26.4.10


This one is from the UK; normally I try to choose advertisements from the United States, but in this case I think the cultural messages at play are relevant.

The advertisement takes us on a journey through a woman's life, from infancy through old age. Throughout most of the advertisement, she is placed in the context of a family- in fact, is the center of the family. As the commercial opens, we see her plucked from her crib by a women in stereotypically feminine clothing (whose face we do not see- we know her as a maternal entity, but nothing more) and set down to play. The child wears a frilly-sleeved pinkish top with flowers and butterflies on it (in other words, extremely gendered clothing). She crawls through a tunnel, and emerges at the other end, older and wearing a red and white gingham dress (also extremely gender-specific clothing). As she climbs up into her school desk, we catch a glimpse of her pencil container - pink. Many of the other children in her classroom are raising their hands; she is not. We are then taken to a birthday party given in her honor- she wears a red dress, blows out candles atop a pink and white cake. I have to say, this birthday party looks INCREDIBLY fancy- teapot, petit fours, all sorts of teeny, adult-looking snacks. This is no working-class affair, I assume. We then move to a scene in which young adults celebrate some occasion in what looks to be the hallway of a college dorm. She's not wearing a dress, but she IS kissing her boyfriend; our heroine is definitely straight. (props, I guess, for including SOME people of color at this point, though they are definitely background characters, even by background characters' standards).

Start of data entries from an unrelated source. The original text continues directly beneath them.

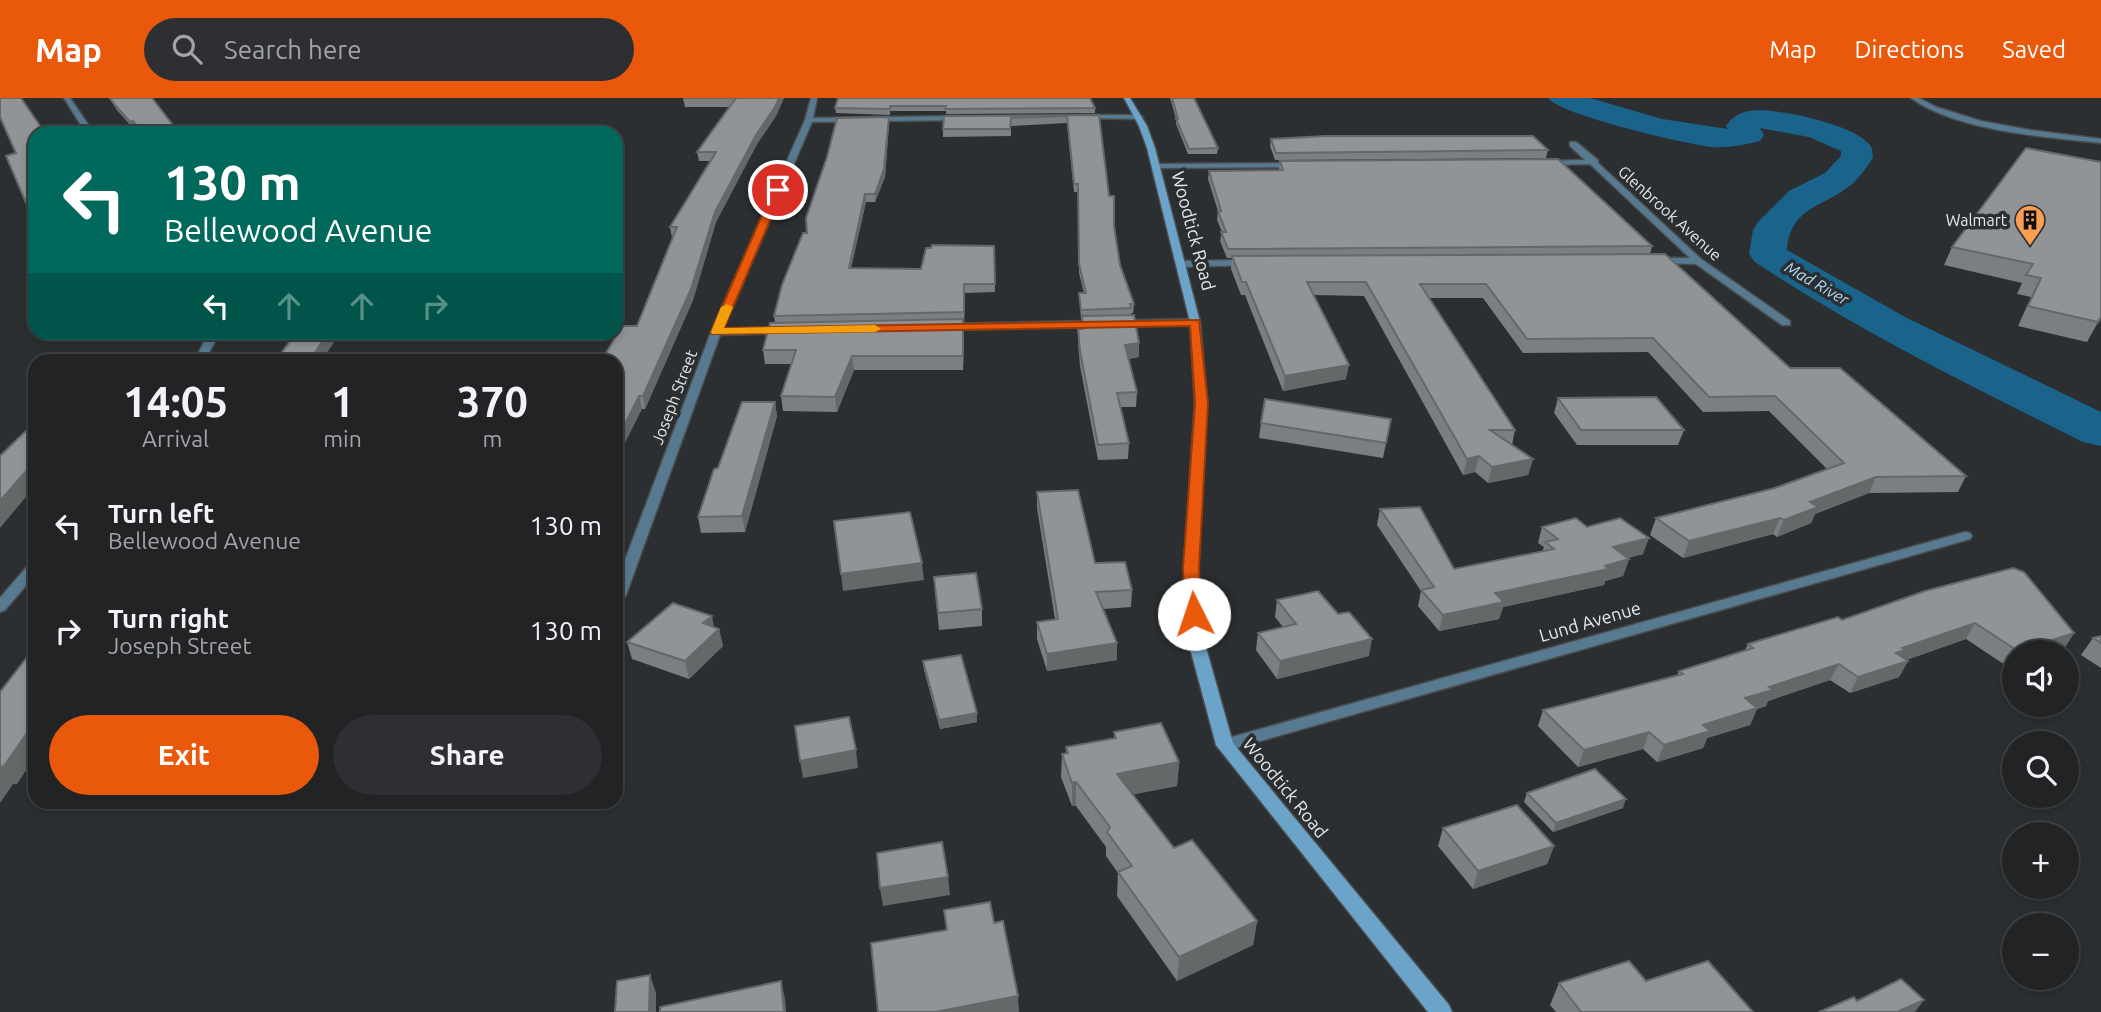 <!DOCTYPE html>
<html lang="en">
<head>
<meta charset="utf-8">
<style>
  :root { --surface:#212325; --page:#2d2f32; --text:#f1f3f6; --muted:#a2a4a7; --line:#3e4042; --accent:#ea580c }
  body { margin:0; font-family:Ubuntu,sans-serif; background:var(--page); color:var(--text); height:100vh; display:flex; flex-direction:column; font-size:26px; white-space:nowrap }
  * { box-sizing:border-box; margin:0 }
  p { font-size:23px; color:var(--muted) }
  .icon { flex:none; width:38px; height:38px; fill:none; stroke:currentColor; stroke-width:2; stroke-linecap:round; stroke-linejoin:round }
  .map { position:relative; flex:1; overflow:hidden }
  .details { position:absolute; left:28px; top:256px; width:595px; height:455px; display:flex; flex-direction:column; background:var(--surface); border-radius:21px; box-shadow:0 4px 10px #0003,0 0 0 2px var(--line) }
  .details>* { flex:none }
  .top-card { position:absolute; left:28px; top:28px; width:595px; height:214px; border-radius:21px; box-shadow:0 4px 10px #0003,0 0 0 2px var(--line); background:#00695c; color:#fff; overflow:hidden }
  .tools { position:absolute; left:2002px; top:542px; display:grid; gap:14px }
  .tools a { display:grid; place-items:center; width:77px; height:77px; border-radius:50%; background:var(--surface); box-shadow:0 4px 10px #0003,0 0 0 2px var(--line); font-size:35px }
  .pin { position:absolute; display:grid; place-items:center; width:60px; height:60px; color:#fff; margin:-30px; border:4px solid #fff; border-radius:50%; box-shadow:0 2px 7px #0007 }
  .me { position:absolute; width:77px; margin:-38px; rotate:356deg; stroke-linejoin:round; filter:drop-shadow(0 0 5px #0008) }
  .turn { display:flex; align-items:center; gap:24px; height:147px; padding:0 21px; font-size:32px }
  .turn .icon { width:91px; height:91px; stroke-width:2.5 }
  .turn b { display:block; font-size:49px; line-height:60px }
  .lanes { display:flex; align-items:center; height:66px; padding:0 21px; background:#0003; justify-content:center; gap:35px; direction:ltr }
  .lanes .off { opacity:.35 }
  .eta { display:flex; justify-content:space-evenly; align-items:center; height:119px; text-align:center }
  .eta b { font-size:42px; font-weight:600; line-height:49px }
  .primary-button { display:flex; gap:14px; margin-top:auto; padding:14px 21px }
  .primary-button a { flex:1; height:80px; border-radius:42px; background:var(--accent); color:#fff; font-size:28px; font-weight:600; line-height:80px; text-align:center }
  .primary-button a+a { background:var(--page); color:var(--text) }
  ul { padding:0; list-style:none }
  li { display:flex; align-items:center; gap:21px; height:105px; padding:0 21px }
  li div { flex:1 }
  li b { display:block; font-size:26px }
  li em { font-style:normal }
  header { display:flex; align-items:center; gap:42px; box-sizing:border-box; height:98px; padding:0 35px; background:var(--accent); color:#fff }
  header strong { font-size:33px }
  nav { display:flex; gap:38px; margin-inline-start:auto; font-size:24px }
  .search { width:490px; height:63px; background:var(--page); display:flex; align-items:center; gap:18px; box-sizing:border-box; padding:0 24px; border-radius:38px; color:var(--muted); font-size:26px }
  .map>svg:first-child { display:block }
</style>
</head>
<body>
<header>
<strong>Map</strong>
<div class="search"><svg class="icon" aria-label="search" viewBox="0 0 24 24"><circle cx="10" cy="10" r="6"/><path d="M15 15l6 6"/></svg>Search here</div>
<nav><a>Map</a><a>Directions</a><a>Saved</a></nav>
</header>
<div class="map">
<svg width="2101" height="914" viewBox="0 0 2101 914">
  <rect width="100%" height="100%" fill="#2c2f31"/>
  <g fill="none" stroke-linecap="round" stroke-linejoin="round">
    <path fill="#1a648c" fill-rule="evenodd" d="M1548,0h42l72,21 66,10 -2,-3c5,-8 13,-13 22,-15 24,-5 104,13 120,32 5,4 4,9 5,15 -7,10 -15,22 -25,29 -27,21 -57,20 -61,63l118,67 196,95v34l-18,-4c-112,-56 -224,-111 -328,-180l-6,-8 4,-24 5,-8 31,-31 36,-18 16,-17v-5l-32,-14 -49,-9 4,7 -4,6c-17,4 -31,7 -48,6 -26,-3 -152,-32 -164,-49z"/>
    <g stroke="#4a4d4e" stroke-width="3">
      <path id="street" d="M64,0h6l24,35h-8z
        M811,0h6l-4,20 149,-2 4,2 -4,2 -150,2 -89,207 61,-2 5,3 -5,3 -64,2 -94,260 -2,3 -8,1v-15l95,-252 94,-212z
        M1911,0h8l17,9 45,14 49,9 71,9v4c-56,-6 -144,-12 -190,-45z
        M1081,17h58l4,2 -4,2 -60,-1z
        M1570,44h6l22,18v3l103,96 89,62v4h-8l-86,-61 -43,-1 -2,-2 5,-3h34l-100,-94 -47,1 -1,-2 4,-2 39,-1 -15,-14z
        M1298,65h3v4l-145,1 -4,-2 4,-2z
        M1250,162l3,1v4l-71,2 -5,-3 5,-3z
        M1195,221l5,3 -1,2 -254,6 -5,-3 5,-3z
        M209,234h11l-15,28h-10z
        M1965,434l5,1 2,3 -2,3 -745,212 -6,-2 -3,-4 3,-4 6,-2z
        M35,464v13l-30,35 -5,2v-14l30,-35z"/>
    </g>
    <g stroke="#4a4d4e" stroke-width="3">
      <path id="secondary" d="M1124,0h6l17,28 8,22 45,174 7,81 -9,165 5,69 30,106 216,262 3,7h-24l-212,-267 -29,-108 -3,-69 11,-165 -5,-81 -43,-174 -8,-22z"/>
    </g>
    <use href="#street" fill="#577a91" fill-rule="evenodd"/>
    <use href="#secondary" fill="#6ca4c9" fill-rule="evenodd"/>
  </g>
  <path fill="#7c7f81" d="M109,0h43l27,35h-38l-6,-7 -3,1 -15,-17z
    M683,0h101l-8,18 -19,28 -41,78 -23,78 -48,109h-3l-36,-56 31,-27 36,-88h-1l-2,-11 40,-66h-11l-2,-9 33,-45h-45z
    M838,0l257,10v5l-149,1v-3h-56v4l-54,-2 -1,-5z
    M1170,0h24l24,50 -1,6h-29l-12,-30v-5z
    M1099,17l10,81 11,69 14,39 -1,9h-2v2l8,42 -11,2 9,33 -1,15h-16l9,36 -1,16 -30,1 -18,-94 -2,-23v-14h4v-10h-1l-2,-26h5l-5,-20 -1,-81h-4l-7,-69 -56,3v10l-68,1v-8l1,-13z
    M889,26l-4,53 -10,25h-9l-15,66 70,1 73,-23 1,46 -30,1 -2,77h-109l-17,42 -54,-1 -2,-15 10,-32h-26l-2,-14 12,-27 -1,-7 33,-83z
    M1271,41l277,11 -2,8 -271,2 -5,-14z
    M1280,63l372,85 -2,8 140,114 176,108 -8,16 -89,1 -54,21 -4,9 -34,14 -4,-3 -90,24 -33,-23 6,-17 119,-30 52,-19 -58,-58 -66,1 -55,-60 -125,1 -40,-55h-54l86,132 -3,15 21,14 -5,16 -40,8 -13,-11 -12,3 -99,-179 -50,-1 32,84 -63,12 -38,-96h-4l-10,-26 1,-11h-5l-7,-17 2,-9 -5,-12 1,-9 -10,-32 1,-8 70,-1z
    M2101,64v155l-14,25 -69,-16 13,-29 -14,-3 5,-11 -78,-18 8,-18z
    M1558,300l126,32 -6,15h-101l-23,-32z
    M775,304l2,14 -32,116 -44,1 -3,-16 20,-49z
    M1391,321l-8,39 -124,-20 2,-15z
    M1037,394l58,71 37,27 -1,17 -28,2 14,51 -70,11 -10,-32v-17l18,-3 -18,-111z
    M1380,411l74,60 88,-17 2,-5 -6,-4 4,-16h45l56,27 -15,4 1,1 -6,17 -18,5 -1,4 -101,22 -4,12 -60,12 -21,-25 3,-15 -44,-66z
    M934,479l48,32v17l-43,4z
    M1925,493l149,42 -10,16 -13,4h-37v12l-6,2 -42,-28 -60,21 2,1 -9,16 -49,16 -20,-13 -62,21 -2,5 -9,3 -7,16 -43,13 -4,10 -46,14 -14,-13 -65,18 -40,-41 5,-16 134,-35 2,-4 66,-21 3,-6 94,-24z
    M1277,502l92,56 -92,23 -21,-29 2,-17 25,-6 -8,-10z
    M714,529l5,2 4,17 -34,33 -57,-20 -5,-17z
    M2101,538v32l-20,-13 12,-17z
    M923,563l54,52v9l-37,7 -16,-59z
    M1114,634l65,30 -2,24 -45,8 42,54 83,73 -4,24 -76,36 -60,-85 1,-23 -12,-17v-9l-30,-41h-4l-11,-29 1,-23 4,-1v-6l48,-8z
    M1527,695l96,15 -70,24 -29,-30z
    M1443,730l111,18 -7,18 -74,25 -35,-43z
    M1646,883l107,31h-197l-6,-7 9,-22z"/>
  <path fill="#656869" d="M779,0h5l-8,18 -19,28 -41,78 -23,78 -48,109 -2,-13 72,-184 41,-77z
    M889,19v7l-4,53 -10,25v-8z
    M133,23l2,5 -3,1 -2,-5z
    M865,96l1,8 -17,75v-9z
    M35,113v8h-2l-3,-7z
    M963,221l1,13 -1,38z
    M329,234h12l-19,28h-12z
    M1139,245v14l-15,3 1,-15z
    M852,258l2,14 -17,42 -2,-15z
    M1349,267l-3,14 -63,12 2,-15z
    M639,298l3,13 -26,52v-19z
    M775,304l2,14 -32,116 -3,-16z
    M1479,358l-4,16 -12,3 4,-16z
    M1533,361l-5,16 -40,8 4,-16z
    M35,364v24l-35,42v-27l19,-22z
    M1876,379l-7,16 -54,21 -4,9 -34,14 7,-17 26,-18z
    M1780,420l-7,16 -90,24 6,-17z
    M1649,440l-6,16 -35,9 5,-16z
    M1629,461l-6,17 -18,5 -1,4 -101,22 -4,12 -60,12 4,-16 52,-22z
    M922,465l2,17 -81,11 -2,-17z
    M712,518l3,16 4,-3 4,17 -34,33 -4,-18 18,-38z
    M1975,525l-9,16 -68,24 10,-2 -9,16 -49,16 8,-16 44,-29z
    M2074,535l-10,16 -13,4h-35l2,-2z
    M1372,541l-3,17 -92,23 3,-18z
    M1117,545v17l-70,11v-17z
    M2014,558v9l-6,2z
    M1839,566l-9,16 -62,21 -2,5 -9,3 -7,16 -43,13 -4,10 -46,14 7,-17 39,-20 42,-27 24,-11z
    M977,615v9l-37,7 -1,-9z
    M35,630v29l-18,27h-4l-13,19v-36l30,-38z
    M1649,634l-6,17 -65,18 6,-17z
    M856,652l2,18 -55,10 -3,-17z
    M1179,664l-2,24 -61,12 1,-24z
    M1076,684v24h-4v-23z
    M1626,701l-3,9 -70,24 3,-9z
    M1554,748l-7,18 -74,25 5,-18z
    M948,779l2,18 -67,11 -3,-18z
    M1257,823l-4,24 -76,36 2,-24z
    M650,877l6,18v19h-7z
    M781,883l4,18 1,13h-2z
    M1018,898l1,16h-84z
    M1924,902l-9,12h-18z"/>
  <path fill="#909496" stroke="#656869" stroke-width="2" d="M0,0h21l24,35h-10v78l-5,1 -24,-56 10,-3 -16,-36z
    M110,0h42l27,35h-36l-10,-12 -3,1 -15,-17z
    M683,0h96l-4,9 -19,28 -41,77 -24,77 -48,107h-4l-23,46v-82h-21l5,-7h6l16,-27h15l40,-99h-7l46,-75h-19l39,-54z
    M838,0h252l5,10 -150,1 1,-3h-56v3l-55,-1z
    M1172,0h22l24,50 -29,1 -13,-30h2z
    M1099,17l10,81h5v30l6,39 14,39h-4l1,4 -50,2 -2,-17h7l-7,-29 -1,-80h-4l-7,-68 -56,2 -1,11h-67l1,-13z
    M889,19l-5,52 -9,25h-10l-16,74 72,1 5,-21h5l1,-3 62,1 1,38h-31v28l-190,4 8,-31 21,-52h4l-1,-15 21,-61 10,-39z
    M1325,38h208l15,14 -272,3 -5,-14z
    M2026,50l75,14v155l-3,5 -70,-16 13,-28 -15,-3 7,-11 -81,-17z
    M1558,61l94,87 -424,3 -7,-17h5l-8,-21h3l-12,-40 74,-1 -3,-9z
    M1665,156l125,114h50l126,108 -90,1 -66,25 8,5 -34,13 -4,-2 -91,23 -33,-23 119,-30 69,-25 -69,-67 -66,1 -56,-59 -126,1 -41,-55h-66l95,146h-25l43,29 -41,8 -13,-11 -12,3 -101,-177h-59l42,83 -64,11 -39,-94h-4l-10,-26z
    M1134,217l5,28 -14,2 12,47 -20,1 12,50 -31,2 -18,-94 -2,-22h5l-1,-13z
    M963,221v37h-111l-17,41 -54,-1 15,-46h-33l7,-27z
    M297,234h32l-19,28h-34z
    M1656,299l28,33h-103l-23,-32z
    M1265,301l126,20 -5,24 -125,-20z
    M742,304h33l-33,114 -44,1 16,-48 4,-1z
    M35,324v40l-16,17 -19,22v-45z
    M1078,392l17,73 30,-1 7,28 -36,2 21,51 -70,11 -10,-32 21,-3 -21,-127z
    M1420,409l34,62 100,-20 -9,-7 13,-3 -16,-12 34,-9 11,9 33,-9 29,20 -36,9 16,12 -24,7 4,3 -114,24 9,9 -61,13 -22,-25 13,-3 -54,-78z
    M910,414l12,51 -81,11 -7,-53z
    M2013,470l11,4 50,61 -56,18 -43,-28 -73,25 3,2 -9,3 12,8 -50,16 -19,-13 -70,23 4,3 -28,8 12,10 -54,17 7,6 -46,14 -15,-13 -65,18 -41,-40 140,-36 -4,-3 74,-23 -5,-4 90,-27 4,3 83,-29z
    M976,475l6,36 -44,4 -4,-36z
    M1318,493l20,23 11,-2 23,27 -92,22 -22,-28 38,-9 -19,-24z
    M673,505l39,13 -9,7 16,6 -34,32 -58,-19z
    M2101,538v7l-8,-5z
    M35,549v81l-5,1 -26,37 -4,1v-75z
    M961,557l16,58 -38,7 -16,-59z
    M849,619l7,33 -56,11 -5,-35z
    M1161,625l18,39 -62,12 57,74 18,-8 65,81 -78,36 -61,-85 14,-6 -25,-34 3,-5 -34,-45 -4,1 -10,-29 6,-1 -2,-6 50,-9 -2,-6z
    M1595,671l31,30 -70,24 -29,-30z
    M1517,707l37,41 -76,25 -35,-43z
    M942,744l6,35 -68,11 -3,-35z
    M990,804l4,21 9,-2 15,75 -83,16h-57l-7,-69 76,-13 -3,-20z
    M1629,863l17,20 62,-20 45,51h-172l-22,-29z
    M650,877l-1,37h-34l2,-31z
    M1901,881l23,21 -27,12h-78l35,-15 3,4z
    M781,883l3,31h-124v-5z"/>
  <path fill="#ea580c" stroke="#983908" stroke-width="2" d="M778,90l5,2 -59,138 475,-8 9,83 -9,165 3,46 -2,4h-12l-3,-4 -2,-46 12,-165 -5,-77 -478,8 -1,-2 62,-142z"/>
  <path fill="#f59e0b" d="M727,206l6,3 -9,21 151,-3 6,4 -6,3 -163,2 -1,-2 10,-25z"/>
  <defs>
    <g id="building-pin" transform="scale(1.575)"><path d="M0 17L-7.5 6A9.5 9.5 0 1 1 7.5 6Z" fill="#fb9e51" stroke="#2c2f31"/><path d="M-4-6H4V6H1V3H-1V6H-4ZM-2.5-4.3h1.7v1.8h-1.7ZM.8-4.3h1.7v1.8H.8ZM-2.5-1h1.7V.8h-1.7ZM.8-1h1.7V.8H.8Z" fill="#111"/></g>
  </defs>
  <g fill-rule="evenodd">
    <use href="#building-pin" x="2030" y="122"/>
  </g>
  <g text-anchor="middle" stroke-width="7" stroke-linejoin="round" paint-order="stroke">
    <g font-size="16" fill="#e6e8e9" stroke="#2c2f31">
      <text transform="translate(1670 115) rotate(42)" y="6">Glenbrook Avenue</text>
      <text transform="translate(674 299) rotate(-69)" y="6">Joseph Street</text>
    </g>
    <g font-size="16" fill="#e6e8e9" stroke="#2c2f31" text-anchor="end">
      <text x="2007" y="128">Walmart</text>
    </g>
    <g font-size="16" font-style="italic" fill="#b3ddf9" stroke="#2c2f31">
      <text transform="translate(1817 185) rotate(30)" y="6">Mad River</text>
    </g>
    <g font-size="18" fill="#e6e8e9" stroke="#2c2f31">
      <text transform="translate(1193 133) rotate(75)" y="6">Woodtick Road</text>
      <text transform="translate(1590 524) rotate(-16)" y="6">Lund Avenue</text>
      <text transform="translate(1285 690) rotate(51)" y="6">Woodtick Road</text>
    </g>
  </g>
</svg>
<div class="tools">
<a><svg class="icon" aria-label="sound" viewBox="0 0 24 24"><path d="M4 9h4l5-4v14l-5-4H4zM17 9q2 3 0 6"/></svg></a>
<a><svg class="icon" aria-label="search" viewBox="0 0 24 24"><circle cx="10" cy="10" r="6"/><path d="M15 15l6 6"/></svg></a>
<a>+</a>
<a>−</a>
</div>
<div class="pin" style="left:778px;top:92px;background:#d93025"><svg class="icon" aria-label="arrive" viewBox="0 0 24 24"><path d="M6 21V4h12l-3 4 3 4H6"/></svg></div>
<svg class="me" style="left:1194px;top:516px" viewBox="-20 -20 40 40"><circle r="19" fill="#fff"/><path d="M0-13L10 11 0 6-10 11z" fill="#ea580c"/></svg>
<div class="top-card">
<div class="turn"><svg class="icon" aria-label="left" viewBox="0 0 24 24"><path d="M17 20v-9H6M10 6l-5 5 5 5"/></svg><div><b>130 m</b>Bellewood Avenue</div></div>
<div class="lanes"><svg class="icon" aria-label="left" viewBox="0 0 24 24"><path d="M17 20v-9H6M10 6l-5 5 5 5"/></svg><svg class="icon off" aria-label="ahead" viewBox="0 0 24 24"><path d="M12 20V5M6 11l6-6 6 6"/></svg><svg class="icon off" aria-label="ahead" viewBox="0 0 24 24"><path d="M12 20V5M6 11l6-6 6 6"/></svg><svg class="icon off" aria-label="right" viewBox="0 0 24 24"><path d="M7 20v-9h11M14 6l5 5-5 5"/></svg></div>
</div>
<section class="details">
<div class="eta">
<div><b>14:05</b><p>Arrival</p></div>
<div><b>1</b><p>min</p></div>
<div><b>370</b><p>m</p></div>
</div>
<ul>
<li><svg class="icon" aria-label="left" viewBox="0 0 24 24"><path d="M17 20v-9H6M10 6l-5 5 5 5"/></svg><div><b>Turn left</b><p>Bellewood Avenue</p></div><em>130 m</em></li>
<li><svg class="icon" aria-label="right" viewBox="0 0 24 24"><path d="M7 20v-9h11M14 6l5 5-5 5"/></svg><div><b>Turn right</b><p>Joseph Street</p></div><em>130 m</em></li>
</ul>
<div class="primary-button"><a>Exit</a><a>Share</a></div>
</section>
</div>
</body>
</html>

Next, of course, we see our heroine getting married in a somewhat formal-looking ceremony (white dress for the bride, suit for the groom). The couple moves into a home (we see the woman opening the refrigerator and catch a bonus shot of her wedding band) and as she pulls back from the fridge, pizza slice in hand, we note that she is pregnant. There is a scene depicting two children and the woman and her husband together in the living room, and then we move to a scene with the woman in the kitchen yet again, talking on the phone and baking something with her daughter (the son is nowhere to be seen). As she gets older, we see her in the kitchen AGAIN, grabbing a pitcher of some sort of beverage to bring out to the family. At the end of the commercial, she is seen with her husband taking her grandchildren out to play.

Did she do anything with that college degree we assume she received (at least, that's what I figured the celebration in the dorm was about)? Who knows. All we really know is that her life followed an extremely well-worn path: school, love, marriage, THEN kids (heaven forbid kids come before marriage), then kids' kids. Her life is defined by her role in her family (which, for those of you who were paying attention, includes lots of time in the kitchen). We're supposed to feel like we have followed this woman on the journey of her life, but we really know almost nothing about her except that she is a wife, a mother, a grandmother.

And we all know how many products wives and mothers and grandmothers need to purchase to successfully care for those families, right? Hmm.